● TASK
In the listing below, find the line with "M644,611L725,553L771,517L923,561L932,558L966,529L1076,426" and the line with "<button>+</button>". Repeat those two lines and all lines between them exactly.

● SUPPLIED RECORDS
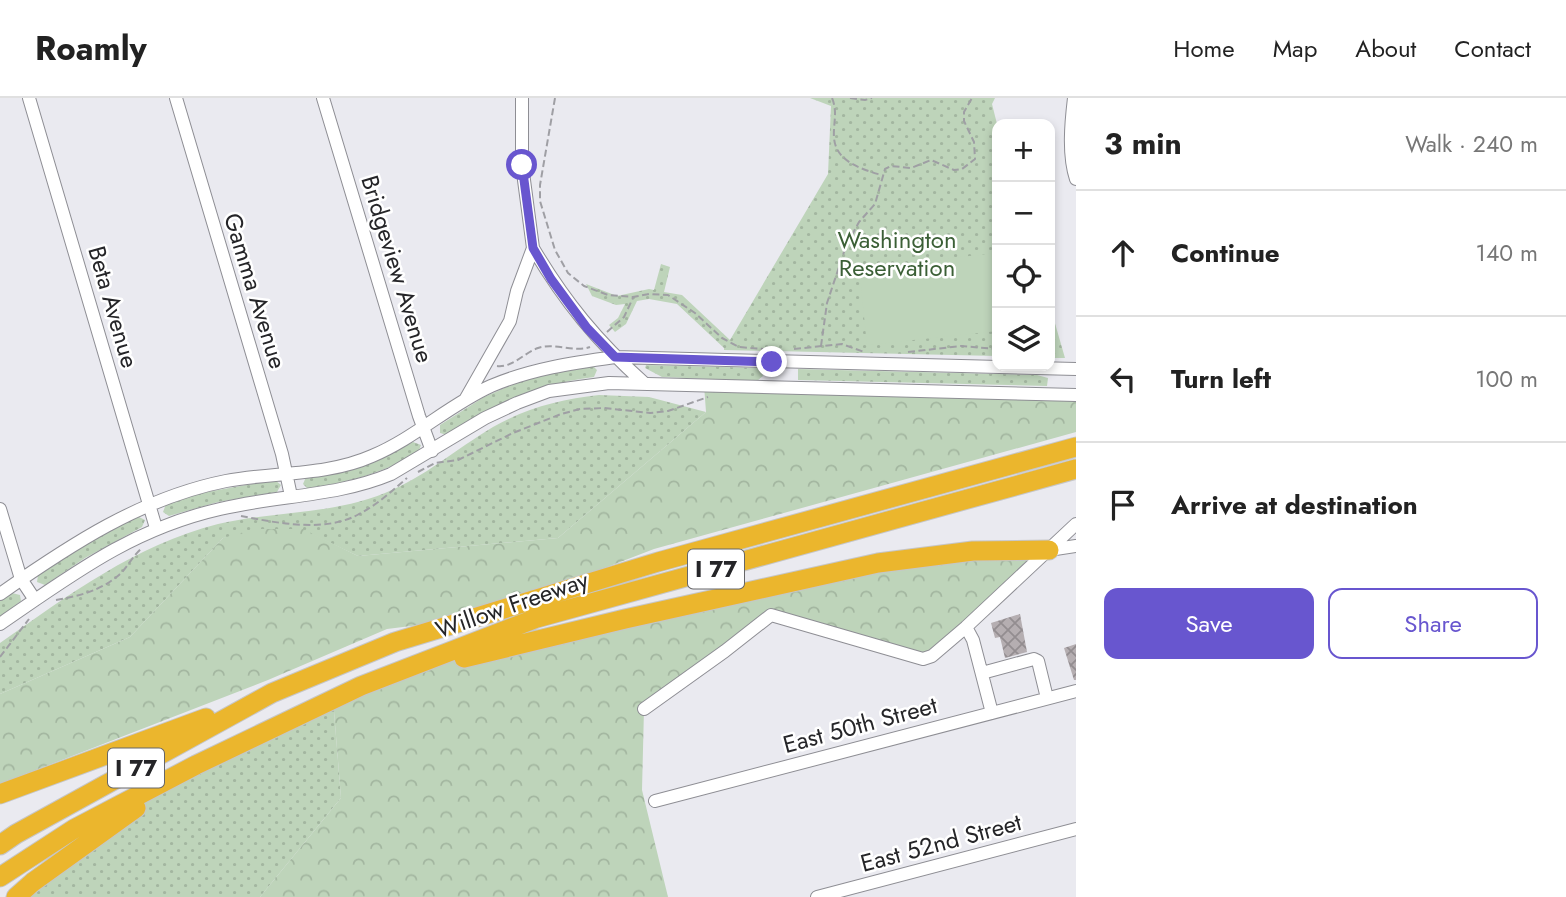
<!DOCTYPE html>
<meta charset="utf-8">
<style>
:root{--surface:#fff;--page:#f6f6f6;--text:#222;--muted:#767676;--line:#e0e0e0;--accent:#6856cf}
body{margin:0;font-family:Jost,sans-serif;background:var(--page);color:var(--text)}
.controls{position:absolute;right:21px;top:21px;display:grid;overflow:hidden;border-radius:14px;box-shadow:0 4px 10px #0003}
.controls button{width:63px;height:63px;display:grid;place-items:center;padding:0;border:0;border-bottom:2px solid var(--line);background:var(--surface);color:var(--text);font:35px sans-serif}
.stop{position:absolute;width:21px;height:21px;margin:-16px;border:5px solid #6856cf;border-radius:50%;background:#fff}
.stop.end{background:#6856cf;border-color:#fff;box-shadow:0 2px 7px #0008}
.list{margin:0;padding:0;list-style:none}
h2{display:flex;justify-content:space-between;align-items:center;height:91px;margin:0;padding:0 28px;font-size:30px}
h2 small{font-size:23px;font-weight:400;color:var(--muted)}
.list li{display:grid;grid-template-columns:46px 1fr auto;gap:21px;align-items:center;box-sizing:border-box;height:126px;padding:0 28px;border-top:2px solid var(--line)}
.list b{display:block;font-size:26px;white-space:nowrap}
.list em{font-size:23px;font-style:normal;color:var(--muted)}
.actions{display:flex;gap:14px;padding:21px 28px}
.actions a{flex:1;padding:16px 0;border:2px solid var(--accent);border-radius:14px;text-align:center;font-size:24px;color:var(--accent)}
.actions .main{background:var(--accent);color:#fff}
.icon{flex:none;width:38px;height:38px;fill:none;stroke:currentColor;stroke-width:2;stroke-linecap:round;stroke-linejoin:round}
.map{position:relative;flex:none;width:1076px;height:799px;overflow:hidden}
header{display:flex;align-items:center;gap:42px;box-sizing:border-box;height:98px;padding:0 35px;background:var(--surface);border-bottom:2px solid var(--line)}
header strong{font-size:33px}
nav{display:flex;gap:38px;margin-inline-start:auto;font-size:24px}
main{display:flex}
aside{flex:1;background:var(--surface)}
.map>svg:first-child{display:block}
.grass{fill:url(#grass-dots)}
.forest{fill:url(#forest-crowns)}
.pitch{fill:#bed4ba}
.building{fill:url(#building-cross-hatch)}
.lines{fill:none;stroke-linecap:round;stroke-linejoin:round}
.minor-casing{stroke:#8e8e94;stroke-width:14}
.highway-casing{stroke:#c6c6c7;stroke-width:21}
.path{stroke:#9f9fa4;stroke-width:2;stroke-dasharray:7 3.5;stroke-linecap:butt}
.minor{stroke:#fff;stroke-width:12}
.highway{stroke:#ebb62d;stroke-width:19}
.route{stroke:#6856cf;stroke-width:9}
.labels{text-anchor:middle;stroke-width:5;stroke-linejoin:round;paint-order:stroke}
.shield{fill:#fff;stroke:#666668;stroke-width:2}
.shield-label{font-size:23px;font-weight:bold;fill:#252528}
.park-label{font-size:24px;fill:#3b5f36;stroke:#fff}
.street-label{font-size:24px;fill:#252528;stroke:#fff}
</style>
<header>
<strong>Roamly</strong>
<nav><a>Home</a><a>Map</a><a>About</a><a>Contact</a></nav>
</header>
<main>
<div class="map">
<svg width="1076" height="799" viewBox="0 0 1076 799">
<defs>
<pattern id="grass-dots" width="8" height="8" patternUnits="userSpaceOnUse" patternTransform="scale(1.75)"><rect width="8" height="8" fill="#bed4ba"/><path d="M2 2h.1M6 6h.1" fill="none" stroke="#a3b6a0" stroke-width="1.8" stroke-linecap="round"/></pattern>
<pattern id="forest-crowns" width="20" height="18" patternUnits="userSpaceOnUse" patternTransform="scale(1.75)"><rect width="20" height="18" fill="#bed4ba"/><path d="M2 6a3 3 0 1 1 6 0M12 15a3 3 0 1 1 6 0" fill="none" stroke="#a3b6a0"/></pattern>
<pattern id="building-cross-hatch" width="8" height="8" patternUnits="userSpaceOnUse" patternTransform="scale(1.75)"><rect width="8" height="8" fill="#b5aeb1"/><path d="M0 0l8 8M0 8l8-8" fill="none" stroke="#938d90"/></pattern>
</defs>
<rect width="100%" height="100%" fill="#eaeaf0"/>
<path class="grass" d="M810,0H995L992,6L997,26V258L724,252V250L677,206L649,201L637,203L626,226L615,234L609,227L618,220L625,206L616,207L592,198L586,186L617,198L649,191L654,192L661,166L670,169L664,194L682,197L730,242L828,76L831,8Z
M1050,208L1065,260H1050Z
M592,267L597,272L594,279C536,286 496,308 447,337L440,335V327L484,299L519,284L539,277Z
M646,267L760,270L763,278L757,283L662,279L645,270Z
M798,271L1037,277L1048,280L1047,288L798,282Z
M599,297L649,299L706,314L558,440L358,458L303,432L223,440L130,539L0,596V545C69,497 135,447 218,426C273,413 331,417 385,395C425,379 456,351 493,329C526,310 562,301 599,297Z
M413,344L421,347L418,355C383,375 348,384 308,391L303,386L306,379C346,372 377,363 413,344Z
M275,382L281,387L277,394L218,404L169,418L163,414L166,406L201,395Z
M137,418L145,422L142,429L85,460L45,487L37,484L38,477L89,443Z
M12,495L20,497L21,503L0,519V503Z
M333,601L341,700L260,799H16L33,784L196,667Z"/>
<path class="forest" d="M704,287L1076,297V334L654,451L475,520L387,531L268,582L0,686V596L130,539L223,440L255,431H303L358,458L558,440L706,314Z
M1049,452L932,558L777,519L644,611L642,692L668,799H260L341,700L333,601L361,588L480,555L878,465Z"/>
<path class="pitch" d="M997,155V233L867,247L859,170Z"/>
<path class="building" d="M1020,516L1027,554L1005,560L1000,539L995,540L991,525Z
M1076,546V582H1074L1064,550Z"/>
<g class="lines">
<g class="minor-casing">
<path id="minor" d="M29,0L156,430
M176,0L282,356L291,398
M323,0L419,318L432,353
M1074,0C1071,25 1068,57 1076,81
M533,150C565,204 597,243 644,285
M465,302L510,223L517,193L533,150L522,67V0
M0,411L21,481L35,502
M1049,452L1076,448
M0,496C70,447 141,400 226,383C274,374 327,378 372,358C415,340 449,307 491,288C531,271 572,265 615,259L1076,271
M0,526C73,476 132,431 220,411C277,397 336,399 391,376L485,320L517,305L549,293L609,285L1076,297
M966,529L973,542L992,615
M982,575L1034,561L1038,563L1047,600
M644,611L725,553L771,517L923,561L932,558L966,529L1076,426
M655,703L1076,593
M817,799L1076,731"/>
</g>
<g class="highway-casing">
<path id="highway" d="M464,560L625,521L878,465L973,453L1049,452
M0,696L206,620
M0,747L16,736L272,595L395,544L658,464L1076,349
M0,779L74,731L196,667L361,588L537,520L1076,371
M16,799L33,784L136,710"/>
</g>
<path class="path" d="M555,0L540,87V103L555,152L568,175L584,188L608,197L633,199L649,196L668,197L695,215L722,240L739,249L764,251
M832,0C838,14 833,26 834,40C836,64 862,71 881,77
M850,0L865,2L872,0
M607,234L624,219L633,200
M821,248L827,205L846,148L859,124L875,106L885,71L891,68L911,70L931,62L954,72L962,71L975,61L974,44L964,23V14L972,0
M794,251L842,246L864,254
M908,254L961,248L997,251
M497,268C512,270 524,255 538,250C555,244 574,255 590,249
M418,374L435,365L458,362L513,335L561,316L580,311L604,310L650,315L668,313L708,299
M241,418C277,425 326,435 359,416C377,407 392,393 407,380
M56,502C79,498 100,493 119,477C127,470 132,459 141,451
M0,559L29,521"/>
<use href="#minor" class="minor"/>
<use href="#highway" class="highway"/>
</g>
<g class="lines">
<path class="route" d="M522,67L533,150L551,181L587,230L615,259L772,264"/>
</g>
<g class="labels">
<g class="shield">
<rect x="688" y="451.5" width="56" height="39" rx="5"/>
<rect x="108" y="650.5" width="56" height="39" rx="5"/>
</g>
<g class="shield-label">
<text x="716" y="479">I 77</text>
<text x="136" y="678">I 77</text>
</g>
<g class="park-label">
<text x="897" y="150">Washington<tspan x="897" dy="28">Reservation</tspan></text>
</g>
<g class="street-label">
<text transform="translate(397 171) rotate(73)" y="8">Bridgeview Avenue</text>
<text transform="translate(255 193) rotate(73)" y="8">Gamma Avenue</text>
<text transform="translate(113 209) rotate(74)" y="8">Beta Avenue</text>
<text transform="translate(512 507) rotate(-19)" y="8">Willow Freeway</text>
<text transform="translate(860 627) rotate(-15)" y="8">East 50th Street</text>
<text transform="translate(941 745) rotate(-15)" y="8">East 52nd Street</text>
</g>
</g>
</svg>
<div class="controls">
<button>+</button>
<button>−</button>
<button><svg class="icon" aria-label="locate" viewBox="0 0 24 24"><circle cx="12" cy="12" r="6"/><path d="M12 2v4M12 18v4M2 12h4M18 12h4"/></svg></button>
<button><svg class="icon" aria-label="layers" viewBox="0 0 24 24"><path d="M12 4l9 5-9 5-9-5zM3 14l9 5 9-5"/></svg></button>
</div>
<div class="stop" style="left:522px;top:67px"></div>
<div class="stop end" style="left:772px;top:264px"></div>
</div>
<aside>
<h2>3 min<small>Walk · 240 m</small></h2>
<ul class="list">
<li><svg class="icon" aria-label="ahead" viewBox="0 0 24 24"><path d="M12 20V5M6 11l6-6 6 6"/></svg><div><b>Continue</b></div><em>140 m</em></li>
<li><svg class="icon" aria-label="left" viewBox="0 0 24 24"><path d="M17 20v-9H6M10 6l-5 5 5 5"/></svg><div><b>Turn left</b></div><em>100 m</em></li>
<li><svg class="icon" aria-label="arrive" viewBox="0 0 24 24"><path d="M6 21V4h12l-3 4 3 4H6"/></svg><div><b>Arrive at destination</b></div></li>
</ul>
<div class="actions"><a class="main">Save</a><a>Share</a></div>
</aside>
</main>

● SOLUTION
M644,611L725,553L771,517L923,561L932,558L966,529L1076,426
M655,703L1076,593
M817,799L1076,731"/>
</g>
<g class="highway-casing">
<path id="highway" d="M464,560L625,521L878,465L973,453L1049,452
M0,696L206,620
M0,747L16,736L272,595L395,544L658,464L1076,349
M0,779L74,731L196,667L361,588L537,520L1076,371
M16,799L33,784L136,710"/>
</g>
<path class="path" d="M555,0L540,87V103L555,152L568,175L584,188L608,197L633,199L649,196L668,197L695,215L722,240L739,249L764,251
M832,0C838,14 833,26 834,40C836,64 862,71 881,77
M850,0L865,2L872,0
M607,234L624,219L633,200
M821,248L827,205L846,148L859,124L875,106L885,71L891,68L911,70L931,62L954,72L962,71L975,61L974,44L964,23V14L972,0
M794,251L842,246L864,254
M908,254L961,248L997,251
M497,268C512,270 524,255 538,250C555,244 574,255 590,249
M418,374L435,365L458,362L513,335L561,316L580,311L604,310L650,315L668,313L708,299
M241,418C277,425 326,435 359,416C377,407 392,393 407,380
M56,502C79,498 100,493 119,477C127,470 132,459 141,451
M0,559L29,521"/>
<use href="#minor" class="minor"/>
<use href="#highway" class="highway"/>
</g>
<g class="lines">
<path class="route" d="M522,67L533,150L551,181L587,230L615,259L772,264"/>
</g>
<g class="labels">
<g class="shield">
<rect x="688" y="451.5" width="56" height="39" rx="5"/>
<rect x="108" y="650.5" width="56" height="39" rx="5"/>
</g>
<g class="shield-label">
<text x="716" y="479">I 77</text>
<text x="136" y="678">I 77</text>
</g>
<g class="park-label">
<text x="897" y="150">Washington<tspan x="897" dy="28">Reservation</tspan></text>
</g>
<g class="street-label">
<text transform="translate(397 171) rotate(73)" y="8">Bridgeview Avenue</text>
<text transform="translate(255 193) rotate(73)" y="8">Gamma Avenue</text>
<text transform="translate(113 209) rotate(74)" y="8">Beta Avenue</text>
<text transform="translate(512 507) rotate(-19)" y="8">Willow Freeway</text>
<text transform="translate(860 627) rotate(-15)" y="8">East 50th Street</text>
<text transform="translate(941 745) rotate(-15)" y="8">East 52nd Street</text>
</g>
</g>
</svg>
<div class="controls">
<button>+</button>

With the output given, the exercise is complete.